MINNEAPOLIS — On Friday, Gov. Tim Walz's anger was palpable as he explained how Minnesota would struggle to follow the new Centers for Disease Control guidance to expand vaccine access to more groups. The expected benefit of the federal reserve supply of doses turned out to be non-existent.
"They were lying. They don't have any doses held back. There is no strategic supply for the second doses," Walz said.
That development raises a question among the experts: What happens if more time passes between the first and second shot than was approved by the FDA?
Three weeks ago, the UK decided to space out the doses up to 12 weeks in order to give the first shot to more people.
"I would say we have to stick with the FDA approved product uses," said Dr. Michael Osterholm. "To alter from that, without more data, I think is not the right thing to do."
Osterholm said the delayed second dose is shown to be effective in the Astra-Zenica vaccine, which is given in the UK but not yet in the United States.
Osterholm says it's unknown whether the same would be true with the Moderna and Pfizer vaccines.
"There's less clarity with the mRNA vaccines. There, we really don't know as much," he said.
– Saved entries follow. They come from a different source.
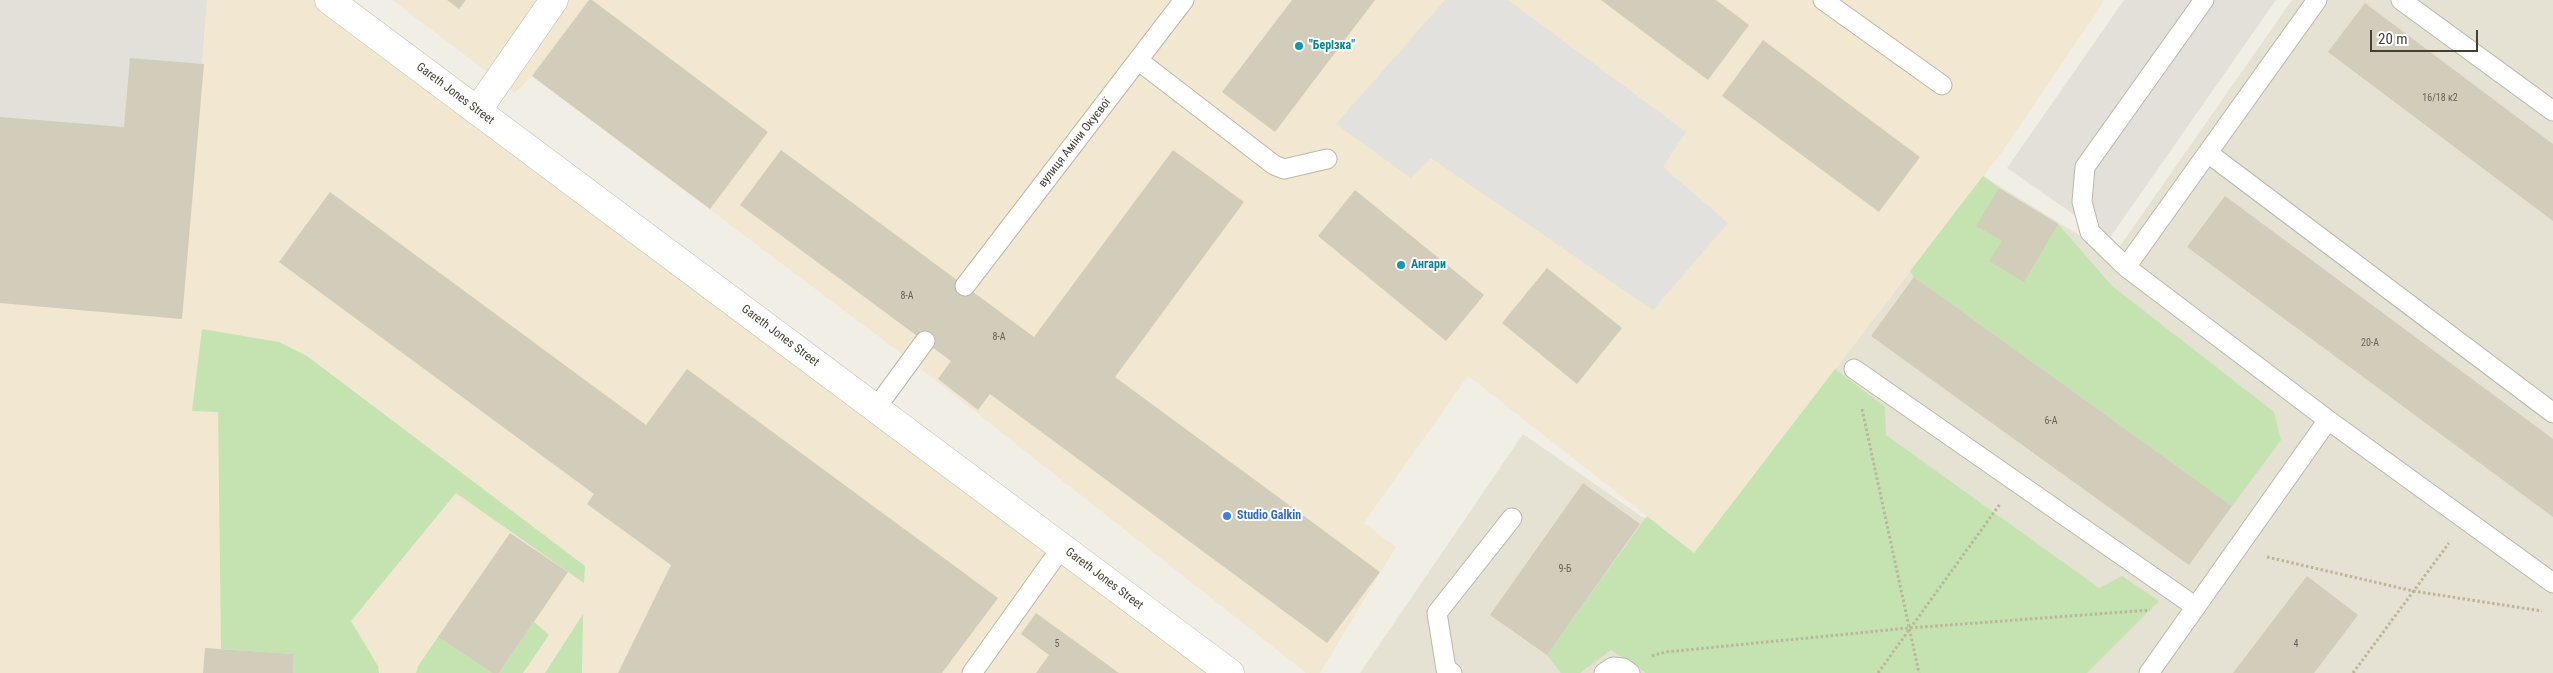 <!DOCTYPE html>
<meta charset="utf-8">
<style>
body{margin:0}
#map{position:relative;width:2553px;height:673px;overflow:hidden;background:#f1efe5;font-family:"Roboto Condensed",sans-serif}
canvas{display:block}
.scale{position:absolute;left:2370px;top:30px;width:108px;height:22px;box-sizing:border-box;border:2px solid #433f35;border-top:0;padding-left:6px;font-size:15px;line-height:18px;white-space:nowrap;color:#433f35;-webkit-text-stroke:4px #fff;paint-order:stroke}
</style>
<div id="map">
<canvas width="2553" height="673"></canvas>
<div class="scale">20 m</div>
</div>
<script>
const g = document.querySelector('canvas').getContext('2d');
g.lineJoin = 'round';
function fill(path, color) {
  g.fillStyle = color;
  g.fill(path, 'evenodd');
}
function poly(rows) {
  const path = new Path2D();
  for (const r of rows) {
    path.moveTo(r[0], r[1]);
    for (let i = 2; i < r.length; i += 2) path.lineTo(r[i], r[i + 1]);
  }
  return path;
}
function stroke(path, color, width, dash) {
  g.strokeStyle = color;
  g.lineWidth = width;
  g.lineCap = dash ? 'butt' : 'round';
  g.setLineDash(dash || []);
  g.stroke(path);
}
function label(font, color, halo, rows, align = 'center') {
  g.font = font + ' "Roboto Condensed",sans-serif';
  g.lineWidth = 4;
  g.setLineDash([]);
  g.textBaseline = 'middle';
  g.strokeStyle = halo;
  g.fillStyle = color;
  for (const [text, x, y, turn = 0] of rows) {
    g.save();
    g.translate(x, y);
    g.rotate((+turn || 0) * Math.PI / 180);
    g.textAlign = isNaN(turn) ? turn : align;
    if (halo) g.strokeText(text, 0, 0);
    g.fillText(text, 0, 0);
    g.restore();
  }
}
const residential = poly([
 [2292,0,2553,0,2553,673,1360,673,1523,434,1694,553,1983,176,2113,256]
]);
const commercial = poly([
 [207,0,314,0,1213,673,0,673,0,303,182,318],
 [392,0,2105,0,2002,152,1694,553,1468,376,1364,523,1396,547,1320,673,1306,673,907,358,532,76,515,93]
]);
const industrial = poly([
 [0,0,207,0,182,319,0,303],
 [2124,0,2276,0,2109,239,2007,168]
]);
const green = poly([
 [1983,176,1999,188,2058,224,2112,286,2274,412,2281,440,2232,506,1914,277,1910,271],
 [202,329,279,342,307,356,585,566,584,583,456,493,351,621,378,666,379,673,293,673,294,654,221,649,218,412,192,411],
 [1835,369,1885,407,1886,435,2099,588,2122,576,2159,601,2087,673,1646,673,1611,650,1580,673,1561,673,1547,655,1647,516,1694,553],
 [583,614,582,673,545,673],
 [534,622,549,635,523,673,499,673],
 [438,637,492,673,416,673,418,666]
]);
const parking = poly([
 [1445,0,1508,0,1686,132,1663,167,1728,223,1653,310,1431,158,1411,178,1336,124]
]);
const building = poly([
 [447,0,466,0,459,9],
 [589,0,592,0,768,132,710,209,532,76],
 [1292,0,1375,0,1275,132,1222,92],
 [1601,0,1716,0,1749,25,1708,80],
 [2365,3,2553,144,2553,221,2328,52],
 [1763,40,1920,157,1879,212,1722,96],
 [130,58,204,64,182,319,0,303,0,117,124,127],
 [781,150,1034,337,1173,150,1244,202,1115,377,1380,572,1327,643,990,394,978,410,938,379,951,361,740,205],
 [1999,188,2058,224,2024,282,1989,261,2002,241,1976,226],
 [1355,190,1484,295,1446,341,1318,236],
 [330,192,646,425,687,369,998,598,942,673,618,673,671,565,587,504,594,494,279,262],
 [2225,196,2553,439,2553,517,2187,247],
 [1547,268,1622,328,1577,384,1502,323],
 [1914,277,2232,506,2189,565,1871,336],
 [1583,483,1640,524,1547,655,1490,615],
 [510,533,568,572,499,673,492,673,438,637],
 [2307,576,2358,615,2314,673,2233,673],
 [1036,613,1119,673,1036,673,1049,655,1021,634],
 [205,648,294,654,293,673,203,673]
]);
const path = poly([
 [1862,409,1919,673],
 [2267,557,2413,591,2542,611],
 [1652,656,1665,652,1909,628,2150,610],
 [1878,673,2000,504],
 [2353,673,2449,543]
]);
const service = poly([
 [1823,0,1942,85],
 [2317,0,2126,267,2328,420,2553,583],
 [2401,0,2553,111],
 [1139,61,1274,165,1284,169,1327,159],
 [2208,153,2553,413],
 [2126,267,2090,232,2082,202,2085,167,2204,0],
 [965,286,1184,0],
 [1854,369,2196,607],
 [876,408,925,341],
 [972,673,1062,547],
 [1452,673,1446,669,1437,613,1512,518],
 [1604,673,1613,667,1623,668,1630,673],
 [2149,673,2328,420]
]);
const minor = poly([
 [329,0,1230,673],
 [477,111,554,0]
]);
const markers = [
 [1299,46,5,"#0f9aa8"],
 [1401,265,5,"#0f9aa8"],
 [1227,516,5,"#3f7fe0"]
];
const numberNames = [
 ["16/18 к2",2440,98],
 ["8-А",907,296],
 ["8-А",999,337],
 ["20-А",2370,343],
 ["6-А",2051,421],
 ["9-Б",1565,569],
 ["5",1057,644],
 ["4",2296,644]
];
const cultureNames = [
 ["\"Берізка\"",1309,46],
 ["Ангари",1411,265]
];
const streetNames = [
 ["Gareth Jones Street",455,94,37],
 ["вулиця Аміни Окуєвої",1075,143,-52],
 ["Gareth Jones Street",780,336,37],
 ["Gareth Jones Street",1104,579,37]
];
const shopNames = [
 ["Studio Galkin",1237,516]
];
fill(residential, '#e5e1d3');
fill(commercial, '#f2e8d1');
fill(industrial, '#e3e0da');
fill(green, '#c5e3b0');
fill(parking, '#e2e1dd');
fill(building, '#d2ccbb');
stroke(service, '#bcb7a8', 21);
stroke(minor, '#bcb7a8', 29);
stroke(path, '#bcb59a', 3, [2.5, 2.5]);
stroke(service, '#fff', 19);
stroke(minor, '#fff', 28);
for (const [x, y, r, color] of markers) {
  const dot = new Path2D();
  dot.arc(x, y, r, 0, 2 * Math.PI);
  g.fillStyle = color;
  g.fill(dot);
  stroke(dot, '#fff', 2);
}
label('10px', '#676256', null, numberNames);
label('bold 12px', '#0d838f', '#fff', cultureNames, 'left');
label('12px', '#433f35', '#fff', streetNames);
label('bold 12px', '#366cbe', '#fff', shopNames, 'left');
</script>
"That's not how immunity works," said Dr. Vincent Rajkumar from the Mayo Clinic, one of the world's leading researchers of plasma cells, which make antibodies.
Rajkumar said he believes the worst thing that could happen if too much time elapses between doses is that the inoculated person's immunity will wane. But he disagrees with the theory that it could create a breeding ground for a variant that can outsmart the vaccine.
"As long as we have committed to giving the second dose in a reasonable amount of time, then I think the risk that mutations will arise is not there," Rajkumar said.